6. Family farms are still not in danger from estate taxes, as Paul Waldman reminds us.

7. A very useful clarification on how many Americans will have health insurance once (and if) ACA is fully implemented, from Sarah Kliff.

8. Justin Elliot talks to Michael Kazin about the Occupy movement.

9. The key difference between the Occupy folks and the anti-globalization movement in the 1990s?
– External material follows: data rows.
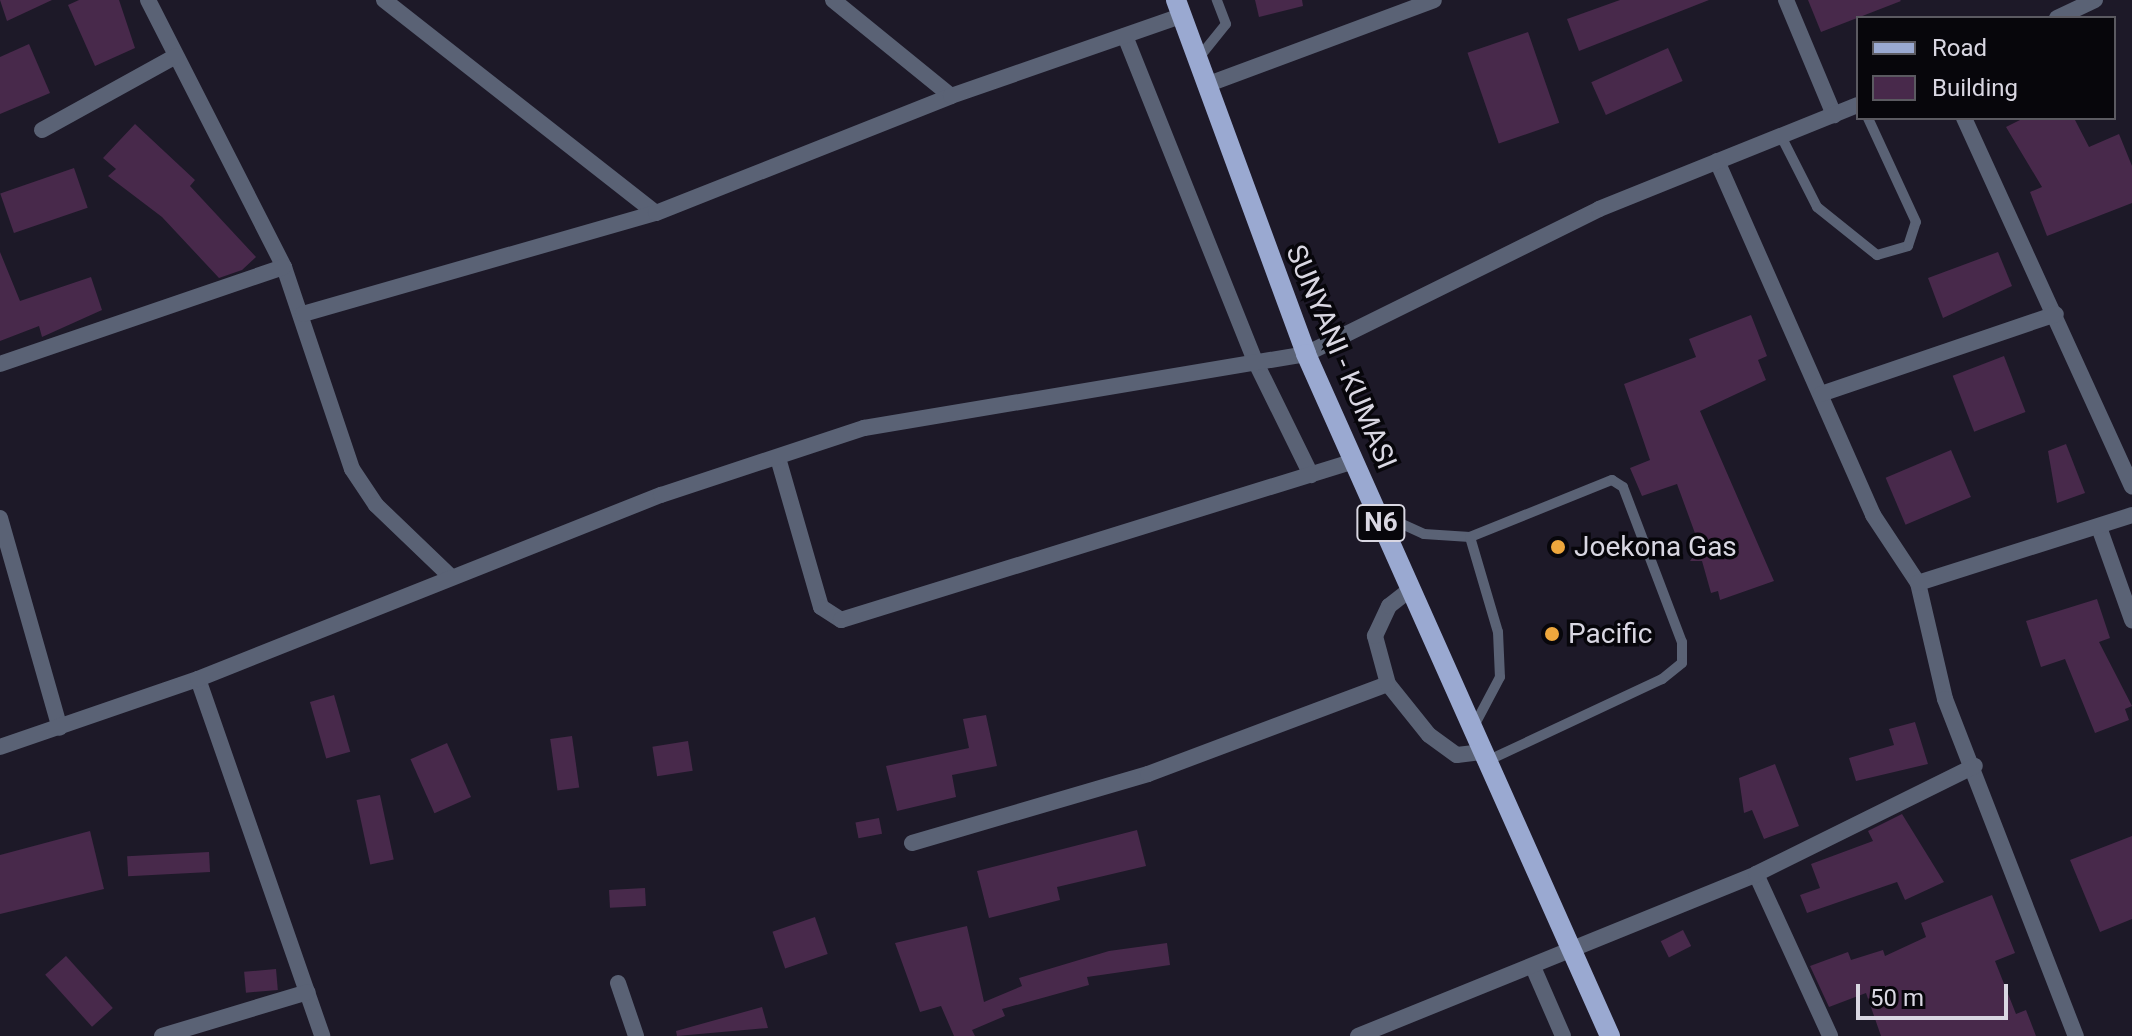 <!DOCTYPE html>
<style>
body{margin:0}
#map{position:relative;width:2132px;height:1036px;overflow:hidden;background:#1d1928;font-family:Roboto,sans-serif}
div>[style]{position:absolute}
.building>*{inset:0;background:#48294b;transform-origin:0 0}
.service>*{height:10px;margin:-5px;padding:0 5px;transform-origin:5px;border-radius:5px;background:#5a6275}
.minor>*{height:16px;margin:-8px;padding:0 8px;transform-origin:8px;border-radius:8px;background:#5a6275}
.primary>*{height:20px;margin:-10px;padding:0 10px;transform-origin:10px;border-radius:10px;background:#9aa9d1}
.dots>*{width:22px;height:22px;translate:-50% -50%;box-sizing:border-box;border:4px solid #07060b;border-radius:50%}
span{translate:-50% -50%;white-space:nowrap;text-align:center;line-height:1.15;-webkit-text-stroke:7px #07060b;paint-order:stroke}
.shield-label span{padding:2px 6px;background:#07060b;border:2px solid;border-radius:6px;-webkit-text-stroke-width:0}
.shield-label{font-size:26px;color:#d9d7e2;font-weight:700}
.street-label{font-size:28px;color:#d9d7e2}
.poi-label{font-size:28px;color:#d9d7e2}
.left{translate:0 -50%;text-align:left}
.legend{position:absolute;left:1856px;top:16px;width:260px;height:104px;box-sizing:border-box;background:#07060b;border:2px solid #5b5a61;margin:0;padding:10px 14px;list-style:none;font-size:24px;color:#d9d7e2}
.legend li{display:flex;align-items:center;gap:16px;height:40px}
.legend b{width:40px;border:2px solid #5b5a61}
.scale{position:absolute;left:1856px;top:984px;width:152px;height:36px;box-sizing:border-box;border:4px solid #d9d7e2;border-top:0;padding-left:10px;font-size:24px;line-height:28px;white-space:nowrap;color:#d9d7e2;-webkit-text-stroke:6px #07060b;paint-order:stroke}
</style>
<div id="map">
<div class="building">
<i style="clip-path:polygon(0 0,52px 0,7px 21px)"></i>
<i style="clip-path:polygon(79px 0,119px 0,135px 48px,95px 66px,68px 5px)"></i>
<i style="clip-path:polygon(1255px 0,1302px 0,1303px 6px,1259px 17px)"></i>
<i style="clip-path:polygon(1620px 0,1709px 0,1579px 51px,1567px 19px)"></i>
<i style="clip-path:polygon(1808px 0,1900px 0,1901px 1px,1821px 32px)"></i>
<i style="left:1528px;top:32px;width:96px;height:64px;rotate:71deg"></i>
<i style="clip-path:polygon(29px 44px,50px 93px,0 114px,0 57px)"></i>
<i style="left:1668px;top:48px;width:36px;height:84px;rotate:66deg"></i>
<i style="clip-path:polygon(2024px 118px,2074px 118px,2089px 147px,2119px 134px,2132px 166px,2132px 203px,2047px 236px,2030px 192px,2042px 187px,2006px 127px)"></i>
<i style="clip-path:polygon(135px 124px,195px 180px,190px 186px,256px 257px,242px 270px,219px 278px,162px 217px,108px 176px,116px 169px,103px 158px)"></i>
<i style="left:74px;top:168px;width:42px;height:78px;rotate:71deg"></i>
<i style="clip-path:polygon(0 252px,20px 301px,91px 277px,102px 310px,42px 337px,39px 326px,0 341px)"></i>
<i style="clip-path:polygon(1998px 252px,2012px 286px,1943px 318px,1928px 278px)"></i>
<i style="clip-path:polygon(1751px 315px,1767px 356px,1758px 360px,1766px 380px,1700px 411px,1774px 581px,1720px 600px,1718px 591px,1711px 593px,1702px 561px,1690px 561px,1700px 547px,1677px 484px,1642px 496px,1630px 468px,1650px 460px,1624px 384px,1696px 357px,1689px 339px)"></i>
<i style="left:2004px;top:356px;width:60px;height:55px;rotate:69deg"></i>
<i style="clip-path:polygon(2066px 444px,2085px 493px,2057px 503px,2048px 451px)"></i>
<i style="left:1951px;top:450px;width:51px;height:71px;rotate:67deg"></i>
<i style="clip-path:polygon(2097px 599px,2110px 638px,2099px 642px,2132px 706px,2125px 709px,2129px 720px,2095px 733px,2065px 659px,2041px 667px,2026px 621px)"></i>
<i style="left:334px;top:695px;width:59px;height:25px;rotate:74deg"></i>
<i style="clip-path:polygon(986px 715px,997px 766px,952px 775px,956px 797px,897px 811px,886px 766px,969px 748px,963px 719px)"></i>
<i style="clip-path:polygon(1915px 722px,1928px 764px,1856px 781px,1849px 758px,1894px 745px,1889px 729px)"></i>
<i style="left:572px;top:736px;width:52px;height:22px;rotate:82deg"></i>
<i style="left:688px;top:741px;width:30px;height:36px;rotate:81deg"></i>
<i style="left:447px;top:743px;width:59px;height:40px;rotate:66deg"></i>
<i style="clip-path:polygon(1775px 764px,1799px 826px,1764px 839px,1752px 810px,1744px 813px,1739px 778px)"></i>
<i style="left:380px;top:795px;width:66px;height:24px;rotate:78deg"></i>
<i style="clip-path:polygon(1902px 814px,1944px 882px,1905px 900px,1897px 882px,1807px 913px,1800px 895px,1820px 888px,1811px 864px,1873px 841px,1868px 831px)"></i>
<i style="left:879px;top:818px;width:16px;height:24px;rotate:79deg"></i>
<i style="clip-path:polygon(1137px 830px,1146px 866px,1057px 887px,1060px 900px,989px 918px,977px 871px)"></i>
<i style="clip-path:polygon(90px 831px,104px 889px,0 914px,0 855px)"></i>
<i style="clip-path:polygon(2132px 836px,2132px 919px,2100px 932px,2070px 860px)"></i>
<i style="left:209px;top:852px;width:20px;height:82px;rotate:87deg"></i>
<i style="left:645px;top:888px;width:18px;height:36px;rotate:87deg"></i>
<i style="clip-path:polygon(1992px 895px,2015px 953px,1995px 961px,2016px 1014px,2026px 1010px,2036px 1036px,1881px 1036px,1866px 993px,1829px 1007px,1810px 966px,1848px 952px,1851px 960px,1883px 950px,1885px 956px,1926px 937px,1921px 923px)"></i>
<i style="left:815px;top:917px;width:39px;height:45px;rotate:71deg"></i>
<i style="clip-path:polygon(967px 926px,984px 1002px,1022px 986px,1019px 978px,1109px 951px,1167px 943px,1170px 965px,1087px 977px,1089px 985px,1002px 1009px,1005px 1016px,972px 1030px,975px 1036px,954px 1036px,941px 1006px,920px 1012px,895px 943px)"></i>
<i style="left:1683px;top:930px;width:18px;height:25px;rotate:63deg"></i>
<i style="left:66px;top:956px;width:70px;height:28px;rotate:48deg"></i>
<i style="left:276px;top:969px;width:21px;height:32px;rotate:85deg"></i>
<i style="clip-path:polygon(762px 1007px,768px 1028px,677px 1036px,676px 1031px)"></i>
</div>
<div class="service">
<i style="left:1197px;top:60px;width:46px;rotate:-51.1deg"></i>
<i style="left:1226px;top:24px;width:26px;rotate:-111deg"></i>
<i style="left:1781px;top:136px;width:80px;rotate:63.1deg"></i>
<i style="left:1817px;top:207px;width:77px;rotate:38.7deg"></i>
<i style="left:1877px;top:255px;width:32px;rotate:-16deg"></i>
<i style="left:1908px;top:246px;width:25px;rotate:-72deg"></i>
<i style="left:1916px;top:222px;width:115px;rotate:-114.8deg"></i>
<i style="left:1380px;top:514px;width:48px;rotate:24.4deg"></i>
<i style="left:1424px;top:534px;width:46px;rotate:3.7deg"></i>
<i style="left:1470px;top:537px;width:99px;rotate:73.6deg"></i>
<i style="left:1498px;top:632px;width:45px;rotate:87.5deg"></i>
<i style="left:1500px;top:677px;width:58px;rotate:117.9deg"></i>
<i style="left:1470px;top:537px;width:153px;rotate:-21.9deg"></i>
<i style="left:1612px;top:480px;width:13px;rotate:32deg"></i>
<i style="left:1623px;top:487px;width:166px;rotate:69.2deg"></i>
<i style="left:1682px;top:642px;width:21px;rotate:90deg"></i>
<i style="left:1682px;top:663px;width:26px;rotate:141deg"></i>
<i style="left:1662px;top:679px;width:193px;rotate:154.9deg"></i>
</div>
<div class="minor">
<i style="left:148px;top:0;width:300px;rotate:63deg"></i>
<i style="left:284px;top:267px;width:213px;rotate:71.4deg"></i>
<i style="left:352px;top:469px;width:43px;rotate:56.3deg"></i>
<i style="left:376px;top:505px;width:104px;rotate:43.8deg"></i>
<i style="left:384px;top:0;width:345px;rotate:38.1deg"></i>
<i style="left:833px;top:0;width:152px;rotate:39.1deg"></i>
<i style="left:1786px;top:0;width:125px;rotate:67.3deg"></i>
<i style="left:2057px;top:18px;width:42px;rotate:-25.3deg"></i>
<i style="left:1125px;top:36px;width:352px;rotate:68.2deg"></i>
<i style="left:1256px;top:363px;width:125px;rotate:63.8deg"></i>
<i style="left:1206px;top:85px;width:243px;rotate:-20.4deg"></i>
<i style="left:1964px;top:118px;width:405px;rotate:65.5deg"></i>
<i style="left:42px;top:130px;width:153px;rotate:-28.9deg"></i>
<i style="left:1717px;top:161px;width:387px;rotate:66.2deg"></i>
<i style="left:1873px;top:515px;width:82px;rotate:56.5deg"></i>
<i style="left:1918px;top:583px;width:119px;rotate:76.9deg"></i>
<i style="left:1945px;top:699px;width:362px;rotate:68.8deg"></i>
<i style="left:303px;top:314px;width:367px;rotate:-16deg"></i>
<i style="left:656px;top:213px;width:317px;rotate:-21.6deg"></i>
<i style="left:951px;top:96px;width:244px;rotate:-19.2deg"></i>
<i style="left:0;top:364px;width:300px;rotate:-18.9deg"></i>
<i style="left:1821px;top:394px;width:248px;rotate:-18.8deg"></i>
<i style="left:778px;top:458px;width:155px;rotate:73.9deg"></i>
<i style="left:821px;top:607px;width:24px;rotate:33deg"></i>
<i style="left:841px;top:620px;width:537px;rotate:-17.22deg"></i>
<i style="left:0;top:518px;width:218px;rotate:74.1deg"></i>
<i style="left:2100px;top:530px;width:96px;rotate:70.4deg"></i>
<i style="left:1918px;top:583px;width:225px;rotate:-17.6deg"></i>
<i style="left:198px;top:679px;width:378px;rotate:70.8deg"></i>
<i style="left:1388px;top:684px;width:65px;rotate:51.2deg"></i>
<i style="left:1429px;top:735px;width:34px;rotate:36deg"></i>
<i style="left:1457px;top:755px;width:26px;rotate:-7deg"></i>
<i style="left:0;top:747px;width:209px;rotate:-19deg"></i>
<i style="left:198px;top:679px;width:498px;rotate:-21.7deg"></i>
<i style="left:661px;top:495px;width:214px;rotate:-18.3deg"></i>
<i style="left:864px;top:428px;width:448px;rotate:-9.5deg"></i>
<i style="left:1306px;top:354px;width:327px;rotate:-26.3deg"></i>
<i style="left:1599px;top:209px;width:279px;rotate:-21.9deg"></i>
<i style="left:912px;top:843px;width:246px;rotate:-16.3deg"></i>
<i style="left:1148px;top:774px;width:256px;rotate:-20.6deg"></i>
<i style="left:1388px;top:684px;width:50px;rotate:-105.2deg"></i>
<i style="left:1375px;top:636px;width:33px;rotate:-65deg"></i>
<i style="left:1389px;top:606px;width:28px;rotate:-38deg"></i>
<i style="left:1756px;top:874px;width:178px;rotate:65.4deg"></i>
<i style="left:1533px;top:967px;width:75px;rotate:66.5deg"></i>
<i style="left:618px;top:983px;width:56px;rotate:71.2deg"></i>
<i style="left:162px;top:1036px;width:152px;rotate:-16.8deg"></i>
<i style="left:1358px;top:1036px;width:430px;rotate:-22.1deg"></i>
<i style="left:1756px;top:874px;width:244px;rotate:-26.3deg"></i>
</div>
<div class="primary">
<i style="left:1176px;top:0;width:377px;rotate:69.8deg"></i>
<i style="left:1306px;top:354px;width:747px;rotate:65.98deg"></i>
</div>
<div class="dots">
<i style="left:1558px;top:547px;background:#eea73d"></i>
<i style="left:1552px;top:634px;background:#eea73d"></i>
</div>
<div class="shield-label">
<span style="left:1381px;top:523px">N6</span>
</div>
<div class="street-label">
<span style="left:1341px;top:357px;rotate:67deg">SUNYANI - KUMASI</span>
</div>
<div class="poi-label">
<span class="left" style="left:1574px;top:547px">Joekona Gas</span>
<span class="left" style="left:1568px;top:634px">Pacific</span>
</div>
<ul class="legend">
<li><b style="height:10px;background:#9aa9d1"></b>Road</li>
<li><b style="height:22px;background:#48294b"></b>Building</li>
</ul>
<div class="scale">50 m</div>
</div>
Matt Yglesias is right; the Occupy stuff is just better policy analysis.

10. Ari Berman follows up Greg’s epic takedown with more about Paul Ryan: Class Warrior for the Wealthy.

11. Paul Krugman doesn’t see why politicians shouldn’t talk about the effects of the other party’s policies.

12. Atrios adds an excellent point to what Krugman said.

13. Kevin Drum positions GOP tax rhetoric squarely within the culture war, a good theme he’s been pushing recently.  I think he’s right, although it’s important to remember that GOP tax policy really has produced lower rates for rich people, and will no doubt do so again should President Romney or Perry have Republican Congress. Even if the more fanciful ideas are going nowhere.

14. Mark Bluthenthal finds that GOP party actors are whistling past the graveyard; they don’t see Herman Cain as an electoral loser should he get nominated. Interesting.

15. Updates on war-on-voting items around the country from Amy Friend.

16. And Dave Weigel explains how hits on Elizabeth Warren work.